I have waited until a rainy night to write this message because I know how much you scorn the human perception of time (this, you must know, is an impulse we share). Heavily falling droplets – twinkling diamonds under faltering streetlights – quell the pastel puffs I make with each angular stroke. I know these words will get to you. If you come back for me tomorrow, I’ll leave the driveway to scrub the chalk from my elbows and grazed fingertips to avoid muddying your ship. I will figure out exactly how much red raw skin is enough to cleanse me of suburbia’s cheap permanence. These spaces have a way of sitting beneath skin, don’t they? Rushing through blood streams and airways via unsuspecting pores; an intoxicating sinew of lime fresh washing powder set against the drumming metronomics of impatient cherry shellac.

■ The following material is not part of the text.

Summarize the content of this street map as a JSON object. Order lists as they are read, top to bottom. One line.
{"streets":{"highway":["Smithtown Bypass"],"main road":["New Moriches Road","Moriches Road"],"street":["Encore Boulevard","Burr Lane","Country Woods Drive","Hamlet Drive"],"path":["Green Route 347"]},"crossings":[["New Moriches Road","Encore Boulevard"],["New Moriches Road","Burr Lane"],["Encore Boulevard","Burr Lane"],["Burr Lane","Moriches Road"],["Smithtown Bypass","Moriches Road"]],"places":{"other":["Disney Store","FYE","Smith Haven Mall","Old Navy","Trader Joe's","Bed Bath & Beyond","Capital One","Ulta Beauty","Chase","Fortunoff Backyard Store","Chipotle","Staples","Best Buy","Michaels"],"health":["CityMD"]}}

Not much changes here, as you know. The slowness makes the air too heavy to breathe deeply. I cannot draw it far enough down to fill the cavity at the base of stomach (it fills instead with things unwelcome). Time passes and forms age, but they do not bend. Worse still, they do not suspect that movement is lacked. I can’t recognise anymore which one of the ladies is pulling her small dog, snuffy child, or new handbag, closer to her bosom as she crosses my patch of footpath. I will continue to wait for you; my patience and belief are not waning. I will say, though, that my mother is getting very troublesome, the longer this waiting draws on. She says, “you’re marinating in a cesspool of my own imagining!” She didn’t even notice when I slipped away in February. Can you believe it? I don’t mean to pressure you, but a small sign would be nice, to keep me going.
Yours in body and soul,
Andy.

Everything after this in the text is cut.